Slashdot, fix the reply notifications... You won't get away with it...
I, on the other hand, am hoping that all of the Hayabusa researchers wear that same Hawaiian shirt at the press conference. Japan does science, and it doesn't give a fsck what SJWs think about a subject they know nothing about.
What about the Mars orbiter that mixed up metric/imperial and thrust itself into the planet instead of going around it? How amateur was that?
What people don't realize about that particular fusterclck is that it was not caused by someone making a gross error in converting between units. But because science operates in SI while the military contractors who built the probe work in Imperial, months of high-precision conversions back and forth between systems, in software, caused an accumulation of tiny roundoff errors to add up to aerobraking into the wrong part of the Martian atmosphere and loss of the craft.
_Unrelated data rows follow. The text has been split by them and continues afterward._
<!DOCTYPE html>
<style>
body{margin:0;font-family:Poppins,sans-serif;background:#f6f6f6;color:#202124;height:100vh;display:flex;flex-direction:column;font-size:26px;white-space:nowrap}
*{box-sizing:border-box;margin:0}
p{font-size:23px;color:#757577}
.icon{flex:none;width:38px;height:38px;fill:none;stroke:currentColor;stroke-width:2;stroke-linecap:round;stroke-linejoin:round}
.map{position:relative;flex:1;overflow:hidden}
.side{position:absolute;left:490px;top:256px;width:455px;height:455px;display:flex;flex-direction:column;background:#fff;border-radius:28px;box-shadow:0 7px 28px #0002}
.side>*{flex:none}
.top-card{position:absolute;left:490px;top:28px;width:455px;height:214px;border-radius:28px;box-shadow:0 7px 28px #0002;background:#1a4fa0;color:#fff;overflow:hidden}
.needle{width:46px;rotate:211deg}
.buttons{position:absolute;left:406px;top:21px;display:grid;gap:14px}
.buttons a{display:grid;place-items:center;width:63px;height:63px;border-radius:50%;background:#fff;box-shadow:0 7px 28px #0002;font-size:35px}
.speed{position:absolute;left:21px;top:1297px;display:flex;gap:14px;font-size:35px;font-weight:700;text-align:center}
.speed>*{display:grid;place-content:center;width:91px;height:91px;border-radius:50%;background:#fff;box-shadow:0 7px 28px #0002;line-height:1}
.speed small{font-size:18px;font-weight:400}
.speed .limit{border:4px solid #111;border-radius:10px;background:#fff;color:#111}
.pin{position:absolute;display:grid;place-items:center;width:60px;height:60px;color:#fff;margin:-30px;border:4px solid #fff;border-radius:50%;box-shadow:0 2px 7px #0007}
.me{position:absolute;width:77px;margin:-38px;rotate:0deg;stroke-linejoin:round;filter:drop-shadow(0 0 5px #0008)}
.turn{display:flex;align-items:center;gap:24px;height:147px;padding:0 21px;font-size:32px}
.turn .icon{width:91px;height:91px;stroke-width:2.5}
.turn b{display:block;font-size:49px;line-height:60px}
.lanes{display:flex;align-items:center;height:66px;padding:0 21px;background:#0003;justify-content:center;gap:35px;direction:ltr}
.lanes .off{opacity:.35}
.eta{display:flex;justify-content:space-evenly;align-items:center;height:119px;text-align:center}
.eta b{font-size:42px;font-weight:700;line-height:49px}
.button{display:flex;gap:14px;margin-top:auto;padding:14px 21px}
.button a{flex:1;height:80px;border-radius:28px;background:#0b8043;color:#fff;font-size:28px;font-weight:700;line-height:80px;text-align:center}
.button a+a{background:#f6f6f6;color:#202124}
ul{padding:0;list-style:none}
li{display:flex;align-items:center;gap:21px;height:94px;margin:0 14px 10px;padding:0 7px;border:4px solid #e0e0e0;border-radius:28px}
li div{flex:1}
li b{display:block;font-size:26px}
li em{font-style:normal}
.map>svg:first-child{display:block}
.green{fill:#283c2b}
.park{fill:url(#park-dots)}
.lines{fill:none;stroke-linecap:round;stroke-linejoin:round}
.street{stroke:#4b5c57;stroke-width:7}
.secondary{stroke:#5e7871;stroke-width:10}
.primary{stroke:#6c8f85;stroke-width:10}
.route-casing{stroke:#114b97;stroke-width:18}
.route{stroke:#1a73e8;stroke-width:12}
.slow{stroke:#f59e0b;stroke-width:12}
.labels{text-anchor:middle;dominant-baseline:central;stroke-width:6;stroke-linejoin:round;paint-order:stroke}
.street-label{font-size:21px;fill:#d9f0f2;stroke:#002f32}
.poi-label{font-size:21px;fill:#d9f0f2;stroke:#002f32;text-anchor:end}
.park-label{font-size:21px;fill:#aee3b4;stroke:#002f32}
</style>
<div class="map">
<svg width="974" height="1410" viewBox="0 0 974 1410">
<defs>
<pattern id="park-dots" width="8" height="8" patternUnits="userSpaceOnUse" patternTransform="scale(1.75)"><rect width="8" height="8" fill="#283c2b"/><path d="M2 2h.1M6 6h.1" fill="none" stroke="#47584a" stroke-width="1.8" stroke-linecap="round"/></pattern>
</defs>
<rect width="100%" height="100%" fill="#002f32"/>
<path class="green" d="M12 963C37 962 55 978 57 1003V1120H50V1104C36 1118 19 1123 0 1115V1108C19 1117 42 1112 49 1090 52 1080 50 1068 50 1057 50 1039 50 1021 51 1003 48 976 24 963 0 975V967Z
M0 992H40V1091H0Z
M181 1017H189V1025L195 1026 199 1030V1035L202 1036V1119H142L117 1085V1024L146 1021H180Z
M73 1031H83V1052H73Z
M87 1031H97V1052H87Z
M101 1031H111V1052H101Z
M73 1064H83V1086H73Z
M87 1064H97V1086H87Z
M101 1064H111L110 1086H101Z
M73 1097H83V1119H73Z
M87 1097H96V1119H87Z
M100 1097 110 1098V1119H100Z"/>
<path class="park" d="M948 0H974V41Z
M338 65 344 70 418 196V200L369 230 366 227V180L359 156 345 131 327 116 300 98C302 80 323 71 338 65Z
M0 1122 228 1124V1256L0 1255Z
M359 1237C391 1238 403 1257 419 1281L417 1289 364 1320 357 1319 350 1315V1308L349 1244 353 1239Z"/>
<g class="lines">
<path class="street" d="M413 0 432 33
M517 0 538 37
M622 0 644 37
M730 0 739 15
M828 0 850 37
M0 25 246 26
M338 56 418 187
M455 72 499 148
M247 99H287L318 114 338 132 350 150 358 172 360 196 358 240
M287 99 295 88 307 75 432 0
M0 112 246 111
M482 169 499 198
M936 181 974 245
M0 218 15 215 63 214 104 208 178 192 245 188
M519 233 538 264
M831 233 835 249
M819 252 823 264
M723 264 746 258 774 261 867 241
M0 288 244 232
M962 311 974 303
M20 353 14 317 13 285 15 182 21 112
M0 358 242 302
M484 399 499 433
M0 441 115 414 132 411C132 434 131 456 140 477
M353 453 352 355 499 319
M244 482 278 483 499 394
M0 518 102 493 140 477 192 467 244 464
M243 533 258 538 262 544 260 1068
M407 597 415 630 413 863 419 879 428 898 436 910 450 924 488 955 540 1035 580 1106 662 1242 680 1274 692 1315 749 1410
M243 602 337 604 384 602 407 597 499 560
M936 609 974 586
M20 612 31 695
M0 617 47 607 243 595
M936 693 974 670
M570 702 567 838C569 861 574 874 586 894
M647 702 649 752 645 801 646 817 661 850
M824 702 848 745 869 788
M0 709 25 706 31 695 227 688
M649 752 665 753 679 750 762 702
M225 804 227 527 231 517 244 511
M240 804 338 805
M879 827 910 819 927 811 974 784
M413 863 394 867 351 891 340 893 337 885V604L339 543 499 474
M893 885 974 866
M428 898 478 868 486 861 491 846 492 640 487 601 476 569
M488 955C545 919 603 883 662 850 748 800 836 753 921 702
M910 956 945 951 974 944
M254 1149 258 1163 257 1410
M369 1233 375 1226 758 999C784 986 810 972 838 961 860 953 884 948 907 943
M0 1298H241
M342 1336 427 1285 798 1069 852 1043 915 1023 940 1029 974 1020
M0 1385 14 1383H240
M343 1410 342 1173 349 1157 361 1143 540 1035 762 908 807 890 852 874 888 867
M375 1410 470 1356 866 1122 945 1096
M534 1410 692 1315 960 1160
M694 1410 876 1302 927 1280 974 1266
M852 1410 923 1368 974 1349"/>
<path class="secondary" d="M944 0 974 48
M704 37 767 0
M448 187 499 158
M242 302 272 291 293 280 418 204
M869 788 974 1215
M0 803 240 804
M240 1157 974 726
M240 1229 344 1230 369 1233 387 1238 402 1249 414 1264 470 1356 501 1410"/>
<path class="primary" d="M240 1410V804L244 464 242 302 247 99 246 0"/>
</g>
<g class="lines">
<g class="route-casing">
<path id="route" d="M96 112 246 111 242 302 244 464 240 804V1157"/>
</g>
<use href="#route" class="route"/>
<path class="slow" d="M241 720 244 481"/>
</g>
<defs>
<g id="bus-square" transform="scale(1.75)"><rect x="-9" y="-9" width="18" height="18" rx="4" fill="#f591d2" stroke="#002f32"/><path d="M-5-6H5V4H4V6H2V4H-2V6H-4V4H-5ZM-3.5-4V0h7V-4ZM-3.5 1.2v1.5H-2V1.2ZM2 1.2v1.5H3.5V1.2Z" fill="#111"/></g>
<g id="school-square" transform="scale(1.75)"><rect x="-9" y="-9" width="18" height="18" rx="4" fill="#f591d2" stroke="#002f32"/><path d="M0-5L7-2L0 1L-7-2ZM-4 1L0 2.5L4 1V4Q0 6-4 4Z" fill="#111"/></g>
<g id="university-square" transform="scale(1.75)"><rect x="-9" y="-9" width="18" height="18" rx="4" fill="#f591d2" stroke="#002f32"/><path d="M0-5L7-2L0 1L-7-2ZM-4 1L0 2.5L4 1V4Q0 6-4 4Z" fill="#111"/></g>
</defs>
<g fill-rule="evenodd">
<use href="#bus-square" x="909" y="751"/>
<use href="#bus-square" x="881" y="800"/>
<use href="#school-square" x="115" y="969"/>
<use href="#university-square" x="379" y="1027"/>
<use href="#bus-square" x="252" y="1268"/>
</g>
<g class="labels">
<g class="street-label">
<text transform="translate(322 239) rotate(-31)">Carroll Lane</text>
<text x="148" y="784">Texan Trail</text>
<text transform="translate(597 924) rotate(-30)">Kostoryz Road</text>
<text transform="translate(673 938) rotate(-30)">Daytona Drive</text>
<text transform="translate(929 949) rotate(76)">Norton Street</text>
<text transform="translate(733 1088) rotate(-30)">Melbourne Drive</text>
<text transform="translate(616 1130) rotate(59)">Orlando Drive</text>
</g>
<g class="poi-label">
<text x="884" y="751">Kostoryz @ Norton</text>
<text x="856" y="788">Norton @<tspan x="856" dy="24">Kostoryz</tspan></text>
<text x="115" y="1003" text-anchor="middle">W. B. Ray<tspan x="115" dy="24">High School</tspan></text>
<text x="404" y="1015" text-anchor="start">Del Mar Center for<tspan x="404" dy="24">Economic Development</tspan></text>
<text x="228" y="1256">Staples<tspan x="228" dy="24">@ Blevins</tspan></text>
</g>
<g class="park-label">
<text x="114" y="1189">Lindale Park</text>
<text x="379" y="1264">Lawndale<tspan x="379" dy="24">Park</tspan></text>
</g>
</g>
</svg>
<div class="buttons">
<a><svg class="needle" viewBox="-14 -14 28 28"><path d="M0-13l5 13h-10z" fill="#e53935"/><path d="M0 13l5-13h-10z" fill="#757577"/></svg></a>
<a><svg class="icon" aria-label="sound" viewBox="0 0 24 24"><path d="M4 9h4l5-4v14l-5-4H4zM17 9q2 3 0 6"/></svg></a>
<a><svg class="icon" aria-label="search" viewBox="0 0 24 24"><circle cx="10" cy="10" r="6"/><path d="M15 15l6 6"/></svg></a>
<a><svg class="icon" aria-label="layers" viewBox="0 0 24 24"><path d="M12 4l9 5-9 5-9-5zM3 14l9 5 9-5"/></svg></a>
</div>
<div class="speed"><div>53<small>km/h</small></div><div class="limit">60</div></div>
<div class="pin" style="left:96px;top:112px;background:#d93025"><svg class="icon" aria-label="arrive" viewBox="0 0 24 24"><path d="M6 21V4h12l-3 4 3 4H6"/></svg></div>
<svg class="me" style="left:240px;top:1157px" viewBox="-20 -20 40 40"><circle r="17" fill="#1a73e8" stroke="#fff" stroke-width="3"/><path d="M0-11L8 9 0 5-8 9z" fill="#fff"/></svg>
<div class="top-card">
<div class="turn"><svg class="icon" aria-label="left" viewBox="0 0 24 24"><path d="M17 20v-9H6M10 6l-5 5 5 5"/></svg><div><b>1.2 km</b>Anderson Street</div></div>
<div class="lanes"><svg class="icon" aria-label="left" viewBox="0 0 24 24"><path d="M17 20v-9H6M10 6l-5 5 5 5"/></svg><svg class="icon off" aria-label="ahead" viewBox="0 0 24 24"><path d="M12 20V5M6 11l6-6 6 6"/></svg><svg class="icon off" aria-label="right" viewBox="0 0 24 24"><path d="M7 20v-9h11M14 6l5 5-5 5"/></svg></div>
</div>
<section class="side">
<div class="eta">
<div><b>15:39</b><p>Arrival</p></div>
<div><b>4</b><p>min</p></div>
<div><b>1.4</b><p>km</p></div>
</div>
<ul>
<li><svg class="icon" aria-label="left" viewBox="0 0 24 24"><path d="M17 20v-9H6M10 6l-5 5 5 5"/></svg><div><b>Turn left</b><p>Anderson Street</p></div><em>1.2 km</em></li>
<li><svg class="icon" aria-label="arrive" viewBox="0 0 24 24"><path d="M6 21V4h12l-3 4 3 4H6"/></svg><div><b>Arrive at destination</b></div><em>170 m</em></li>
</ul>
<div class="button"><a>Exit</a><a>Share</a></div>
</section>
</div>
Mars Climate Orbiter was not lost because of a metric/imperical mix-up as the press likes to portray it. It was lost because one lazy person didn't write down the units on a printout of numbers, and another lazy person just assumed what the units were supposed to be instead of picking up the phone and verifying. MCO would've been lost all the same if the numbers had been printed in kilonewtons and the person keying in the numbers assumed they were newtons. No Imperial units necessary. The first thing they drilled into our heads in my undergrad engineering school was that a number without a unit was meaningless (except as a ratio), and to treat it as NaN rather than assume the units.
Roughly half the missions to Mars fail, and NASA has had the highest success rate of any space agency. The overall success rate at Venus is higher, but mostly because only the Soviets tried to land on it. Everything else has been orbiters or flybys. However, contrary to GP's claim, Venus is a harder target than this asteroid. Because of the sun's gravity well, the least-energy Hohmann transfer orbit from Earth to Venus ends up taking about 6 months. This results in a relatively large delta-V between the spacecraft and target, which needs to be precisely canceled out when the spacecraft reaches Venus in order for it to enter planetary orbit (the same operation which doomed MCO). The asteroid Hyabusa2 is encountering is a near-earth asteroid, meaning its orbital velocity around the sun is not that different from Earth's. So the spacecraft could take a more leisurely trip there (roughly 3.5 years), requiring substantially less delta-V to slow down and match the asteroid's orbit.